Context-Dependence as an Asset: The study reframes the context-dependence of LLMs. Instead of trying to force a generic model to work via prompting, the authors show that specializing the model via fine-tuning on the specific review's data yields superior results.
Practical Trade-off: The model accepts a higher rate of False Positives (including irrelevant studies for human review) to ensure a very low rate of False Negatives (missing relevant studies). This is the ideal trade-off for systematic reviews, where missing a study compromises the review's validity.

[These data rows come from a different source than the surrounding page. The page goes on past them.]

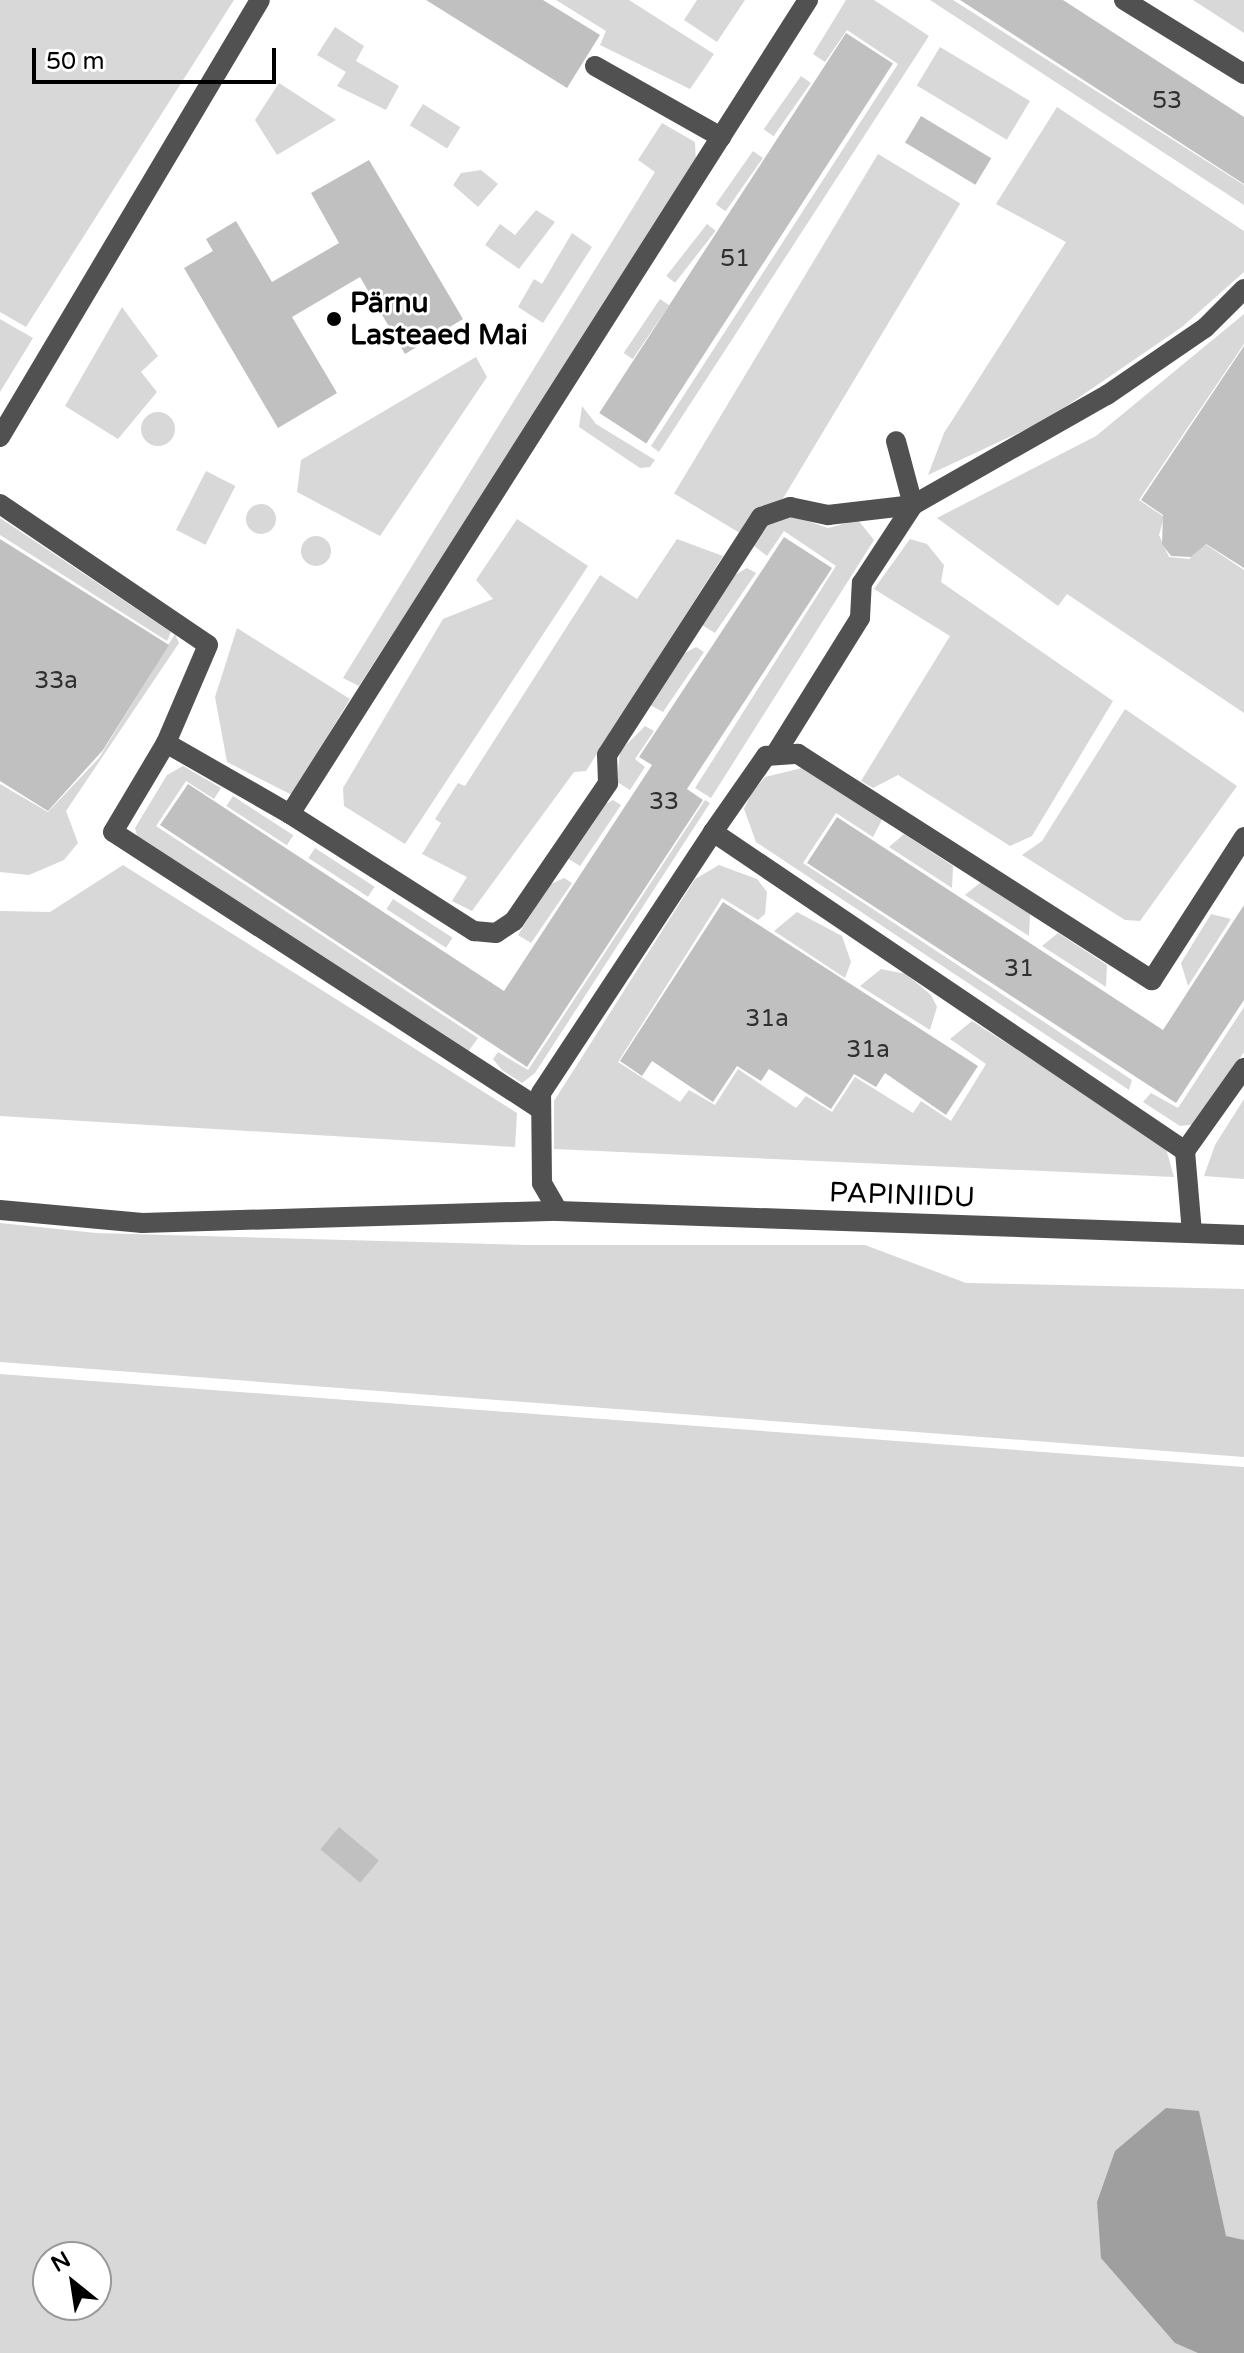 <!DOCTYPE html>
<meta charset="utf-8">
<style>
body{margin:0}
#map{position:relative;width:1244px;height:2353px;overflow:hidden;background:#fff;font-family:"Varela Round",sans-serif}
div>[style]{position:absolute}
.green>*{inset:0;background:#d8d8d8;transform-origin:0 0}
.round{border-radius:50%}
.water>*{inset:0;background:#9f9f9f}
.building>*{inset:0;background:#c0c0c0;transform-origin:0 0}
.minor>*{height:20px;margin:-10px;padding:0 10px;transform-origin:10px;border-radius:10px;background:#515151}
.dots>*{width:22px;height:22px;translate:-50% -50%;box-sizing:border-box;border:4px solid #fff;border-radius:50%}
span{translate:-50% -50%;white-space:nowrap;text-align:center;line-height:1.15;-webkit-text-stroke:6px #fff;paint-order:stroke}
.number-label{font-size:24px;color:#303030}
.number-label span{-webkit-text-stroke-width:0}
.poi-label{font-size:28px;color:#000;font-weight:700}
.left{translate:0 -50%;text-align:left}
.street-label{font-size:28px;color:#000}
.north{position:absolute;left:32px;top:2241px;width:80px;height:80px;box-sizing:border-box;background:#fff;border:2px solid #999;border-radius:50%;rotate:330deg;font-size:22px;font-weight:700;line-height:32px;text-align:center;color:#000}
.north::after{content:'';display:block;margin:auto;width:28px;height:36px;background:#000;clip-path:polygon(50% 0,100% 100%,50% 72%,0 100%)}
.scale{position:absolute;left:32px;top:48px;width:244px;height:36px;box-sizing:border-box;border:4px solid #000;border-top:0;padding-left:10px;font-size:24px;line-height:28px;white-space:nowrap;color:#000;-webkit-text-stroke:6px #fff;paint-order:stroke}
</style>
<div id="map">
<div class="green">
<div style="clip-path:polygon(0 0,234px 0,26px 327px,0 312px)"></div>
<div style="clip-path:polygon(556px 0,629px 0,714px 54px,690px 89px,600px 45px,606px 31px)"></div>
<div style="clip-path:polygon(697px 0,745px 0,717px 42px,684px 20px)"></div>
<div style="clip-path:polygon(846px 0,874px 0,929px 36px,659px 452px,651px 446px,898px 64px,847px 30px,825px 62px,813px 54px)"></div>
<div style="clip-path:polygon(930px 0,953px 0,1244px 185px,1244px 205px)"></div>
<div style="clip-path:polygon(1193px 0,1244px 0,1244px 33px)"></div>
<div style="clip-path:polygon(335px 27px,364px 46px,356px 61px,399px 86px,386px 110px,337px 86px,346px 72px,317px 55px)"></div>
<div style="left:940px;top:47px;width:105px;height:45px;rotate:31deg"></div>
<div style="left:801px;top:76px;width:12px;height:65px;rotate:35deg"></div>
<div style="clip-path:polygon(279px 83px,336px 120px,277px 155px,255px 120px)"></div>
<div style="left:423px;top:104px;width:44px;height:25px;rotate:32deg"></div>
<div style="clip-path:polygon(1057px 107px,1244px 231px,1244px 272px,1182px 327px,1046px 420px,928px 475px,944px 433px,1066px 242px,996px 204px)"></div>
<div style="clip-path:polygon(662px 123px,695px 142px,696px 162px,359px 686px,343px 678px,655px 172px,638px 160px)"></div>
<div style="left:753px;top:151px;width:12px;height:65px;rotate:35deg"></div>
<div style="left:878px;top:154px;width:96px;height:396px;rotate:31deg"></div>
<div style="clip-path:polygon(481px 170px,498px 184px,478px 207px,453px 185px,461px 173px)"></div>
<div style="clip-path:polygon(536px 210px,555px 222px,519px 269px,485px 245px,500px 224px,515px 235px)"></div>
<div style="left:707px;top:224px;width:11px;height:66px;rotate:38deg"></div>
<div style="clip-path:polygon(572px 233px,592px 247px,543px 323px,518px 307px,534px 279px,542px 284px)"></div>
<div style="left:660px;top:299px;width:11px;height:65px;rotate:34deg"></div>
<div style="clip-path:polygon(122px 307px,158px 356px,141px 372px,157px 392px,118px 439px,65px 406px)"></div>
<div style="clip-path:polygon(1244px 314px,1244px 344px,1139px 500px,1164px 517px,1159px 535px,1169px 557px,1189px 559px,1205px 544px,1244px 570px,1244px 713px,1067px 594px,1058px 606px,937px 518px,1096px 436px)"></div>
<div style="clip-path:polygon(0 319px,33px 338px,0 392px)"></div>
<div style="clip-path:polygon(476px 357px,487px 377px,380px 536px,297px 492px,301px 460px)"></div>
<div style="clip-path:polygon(582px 406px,596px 424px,655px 460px,650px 467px,640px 468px,579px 427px)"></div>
<div class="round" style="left:141px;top:412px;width:34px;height:34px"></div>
<div style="left:206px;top:471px;width:33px;height:66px;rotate:27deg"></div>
<div class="round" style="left:246px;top:504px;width:30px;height:30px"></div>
<div style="clip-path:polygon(787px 514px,828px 528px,858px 520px,874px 540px,711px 798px,695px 788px,836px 566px,784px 531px,767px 556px,753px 545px,771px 518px)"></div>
<div style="clip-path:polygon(0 518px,171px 632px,167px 641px,0 535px)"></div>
<div style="clip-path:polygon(517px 519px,588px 566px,405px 844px,344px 806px,343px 788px,443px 619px,493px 599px,476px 580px)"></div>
<div class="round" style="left:301px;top:536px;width:30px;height:30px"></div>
<div style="clip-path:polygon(677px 539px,723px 556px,586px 771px,574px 772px,472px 911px,452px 901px,467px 877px,422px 854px,441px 823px,435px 819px,458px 783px,465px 786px,600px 575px,637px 599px)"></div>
<div style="clip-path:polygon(910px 539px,927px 544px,944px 565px,941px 582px,1113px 701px,1032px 836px,1010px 846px,898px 775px,873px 788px,861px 781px,950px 636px,874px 589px)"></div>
<div style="clip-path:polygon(747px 568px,756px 573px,715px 633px,702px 625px,733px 576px)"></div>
<div style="clip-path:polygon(237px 628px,350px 699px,292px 795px,227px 762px,215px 697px)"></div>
<div style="clip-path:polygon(175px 634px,179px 643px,66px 811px,78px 843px,64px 860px,29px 875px,0 872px,0 784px,48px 812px,99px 758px)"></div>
<div style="clip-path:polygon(696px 647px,704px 652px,663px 712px,650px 705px,681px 655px)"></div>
<div style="clip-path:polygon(1125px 709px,1237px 786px,1140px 921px,1125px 920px,1022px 855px,1042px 841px)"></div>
<div style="clip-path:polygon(645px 726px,654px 731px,635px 759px,645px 767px,630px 790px,617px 782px,620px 751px)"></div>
<div style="clip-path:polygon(183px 766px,221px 788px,214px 799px,186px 781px,156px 826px,478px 1038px,468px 1052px,138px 840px,135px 828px,167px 775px)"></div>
<div style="clip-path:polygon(802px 768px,883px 818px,873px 837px,836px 813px,803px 863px,1132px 1080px,1129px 1090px,756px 842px,744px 809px,751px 794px,765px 777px)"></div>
<div style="left:233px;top:796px;width:72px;height:12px;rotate:33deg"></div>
<div style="clip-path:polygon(613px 800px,621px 805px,580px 866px,567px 858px,598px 808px)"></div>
<div style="clip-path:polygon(705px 800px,710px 803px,535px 1073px,522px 1083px,502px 1070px,493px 1059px,498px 1052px,528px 1070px)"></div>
<div style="clip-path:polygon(904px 834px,953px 866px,952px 888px,889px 847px)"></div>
<div style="left:315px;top:848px;width:71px;height:12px;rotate:33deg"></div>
<div style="clip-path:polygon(123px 865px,517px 1113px,515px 1147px,0 1116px,0 911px,50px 912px)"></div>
<div style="clip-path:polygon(719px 865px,757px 879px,767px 892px,765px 914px,758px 920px,722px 898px,618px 1062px,680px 1102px,689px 1090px,715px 1105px,738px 1069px,796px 1108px,806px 1096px,832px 1112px,855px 1077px,913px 1113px,921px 1101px,951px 1121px,986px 1064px,950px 1039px,972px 1021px,1165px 1145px,1174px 1177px,554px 1149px,554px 1101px,695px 879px)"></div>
<div style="clip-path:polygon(564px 878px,572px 883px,531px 943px,518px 935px,549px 885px)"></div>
<div style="clip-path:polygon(981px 882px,1030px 914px,1029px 936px,965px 895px)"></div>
<div style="left:393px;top:899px;width:71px;height:12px;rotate:33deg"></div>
<div style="clip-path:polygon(797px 912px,842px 936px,851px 962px,845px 978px,774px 931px)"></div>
<div style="clip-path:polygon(1211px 914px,1231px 919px,1188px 986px,1181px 963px)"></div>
<div style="clip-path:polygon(1058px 933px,1107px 965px,1106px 987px,1042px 946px)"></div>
<div style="clip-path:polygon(881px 969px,906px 974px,931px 995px,937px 1007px,930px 1030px,860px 986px)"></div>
<div style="clip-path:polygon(1244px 1007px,1244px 1052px,1198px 1124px,1180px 1126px,1143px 1102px,1151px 1093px,1178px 1108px)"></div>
<div style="clip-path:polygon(1244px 1099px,1244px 1179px,1204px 1176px,1215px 1145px)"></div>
<div style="clip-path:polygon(0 1223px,96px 1233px,527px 1245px,865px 1245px,966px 1283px,1244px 1289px,1244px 1457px,0 1362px)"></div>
<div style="clip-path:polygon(evenodd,0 1374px,1244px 1467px,1244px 2353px,0 2353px,0 1374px,48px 2257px,96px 2257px,96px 2305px,48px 2305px,48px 2257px)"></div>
</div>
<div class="water">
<div style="clip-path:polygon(1166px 2108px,1199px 2111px,1226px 2236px,1244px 2240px,1244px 2353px,1198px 2353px,1175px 2343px,1101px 2258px,1097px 2202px,1115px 2151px)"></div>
</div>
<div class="building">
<div style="clip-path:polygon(426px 0,543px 0,600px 35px,567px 88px)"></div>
<div style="clip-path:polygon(960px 0,1063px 0,1193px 84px,1244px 117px,1244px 184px)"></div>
<div style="left:846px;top:33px;width:56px;height:453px;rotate:33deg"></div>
<div style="left:921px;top:116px;width:82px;height:31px;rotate:31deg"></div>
<div style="clip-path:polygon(369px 160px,463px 319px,405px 354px,360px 277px,292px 317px,337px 393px,278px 428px,184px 268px,213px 251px,206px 239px,236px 221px,272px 282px,339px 243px,311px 193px)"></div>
<div style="clip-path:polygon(1244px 346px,1244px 568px,1206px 544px,1191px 557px,1171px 556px,1162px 544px,1163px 515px,1141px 500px)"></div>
<div style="clip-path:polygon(784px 537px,832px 568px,687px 789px,703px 800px,527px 1067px,160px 825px,188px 784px,504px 991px,652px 765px,639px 757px)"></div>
<div style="clip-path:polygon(0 539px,169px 645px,103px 750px,48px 811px,0 781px)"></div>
<div style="clip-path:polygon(837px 817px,1163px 1030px,1244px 905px,1244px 1000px,1176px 1103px,807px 863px)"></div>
<div style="clip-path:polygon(723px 902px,978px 1066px,946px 1115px,885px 1073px,876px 1087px,854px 1074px,831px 1109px,769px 1069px,761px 1081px,737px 1066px,713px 1102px,652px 1061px,642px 1076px,620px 1061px)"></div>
<div style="left:339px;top:1827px;width:52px;height:29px;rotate:40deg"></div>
</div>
<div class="minor">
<div style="left:1124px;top:0;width:141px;rotate:31.7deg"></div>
<div style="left:595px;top:66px;width:145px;rotate:29.4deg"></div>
<div style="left:0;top:437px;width:508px;rotate:-59.25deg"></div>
<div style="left:0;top:504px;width:251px;rotate:34.1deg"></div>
<div style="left:208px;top:645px;width:107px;rotate:113.2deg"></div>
<div style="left:776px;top:753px;width:159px;rotate:-58.1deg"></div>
<div style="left:860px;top:618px;width:35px;rotate:-87deg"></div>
<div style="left:862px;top:583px;width:93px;rotate:-56.8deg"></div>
<div style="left:913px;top:505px;width:223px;rotate:-29.6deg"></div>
<div style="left:1107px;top:395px;width:119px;rotate:-34.4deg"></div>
<div style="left:1205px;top:328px;width:55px;rotate:-45deg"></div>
<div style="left:290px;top:814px;width:218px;rotate:32.5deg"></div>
<div style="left:474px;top:931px;width:22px;rotate:5deg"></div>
<div style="left:496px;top:933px;width:22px;rotate:-34deg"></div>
<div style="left:514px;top:921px;width:167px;rotate:-55.7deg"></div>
<div style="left:608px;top:783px;width:28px;rotate:-92deg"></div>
<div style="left:607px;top:755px;width:283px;rotate:-57.1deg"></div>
<div style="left:761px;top:517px;width:31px;rotate:-19deg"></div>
<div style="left:790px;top:507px;width:39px;rotate:12deg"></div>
<div style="left:828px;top:515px;width:86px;rotate:-6.7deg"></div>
<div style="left:913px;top:505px;width:66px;rotate:-104.9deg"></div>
<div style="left:713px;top:832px;width:93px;rotate:-55.1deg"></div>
<div style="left:766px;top:756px;width:32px;rotate:-4deg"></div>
<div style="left:798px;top:754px;width:420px;rotate:32.6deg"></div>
<div style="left:1152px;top:980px;width:170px;rotate:-57.2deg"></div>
<div style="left:537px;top:1107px;width:505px;rotate:-147.03deg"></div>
<div style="left:113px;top:832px;width:104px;rotate:-59.2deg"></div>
<div style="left:166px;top:743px;width:143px;rotate:29.8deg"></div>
<div style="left:290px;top:814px;width:965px;rotate:-57.53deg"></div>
<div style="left:1185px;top:1151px;width:102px;rotate:-54.6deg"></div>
<div style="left:0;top:1210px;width:143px;rotate:5.2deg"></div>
<div style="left:142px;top:1223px;width:416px;rotate:-1.7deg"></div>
<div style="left:558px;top:1211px;width:686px;rotate:2deg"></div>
<div style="left:558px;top:1211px;width:32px;rotate:-120deg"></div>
<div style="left:542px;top:1183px;width:90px;rotate:-90.6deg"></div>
<div style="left:541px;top:1093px;width:313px;rotate:-56.6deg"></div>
<div style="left:713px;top:832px;width:570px;rotate:34.05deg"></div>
<div style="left:1185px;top:1151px;width:82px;rotate:85.1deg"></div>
</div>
<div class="dots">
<div style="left:334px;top:319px;background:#000"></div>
</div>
<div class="number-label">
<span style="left:1167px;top:101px">53</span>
<span style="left:735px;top:259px">51</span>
<span style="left:56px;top:681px">33a</span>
<span style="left:664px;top:802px">33</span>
<span style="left:1019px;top:969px">31</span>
<span style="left:767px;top:1019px">31a</span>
<span style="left:868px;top:1050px">31a</span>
</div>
<div class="poi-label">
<span class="left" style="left:350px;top:319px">Pärnu<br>Lasteaed Mai</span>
</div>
<div class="street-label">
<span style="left:902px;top:1195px;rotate:2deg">PAPINIIDU</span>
</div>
<div class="north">N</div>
<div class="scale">50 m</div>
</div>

Future Directions: The authors note that while promising, further research is needed on:
- Generalizability across different domains and models.
- The minimum size of training data required (specifically for the minority "include" class).
- Comparing full fine-tuning vs. Parameter-Efficient Fine-Tuning (PEFT) methods like LoRA.

Conclusion: The paper establishes that fine-tuning small LLMs is a highly effective, accessible, and reliable method for automating title and abstract screening in systematic reviews, provided the goal is to maximize the detection of relevant studies (recall) rather than perfect precision.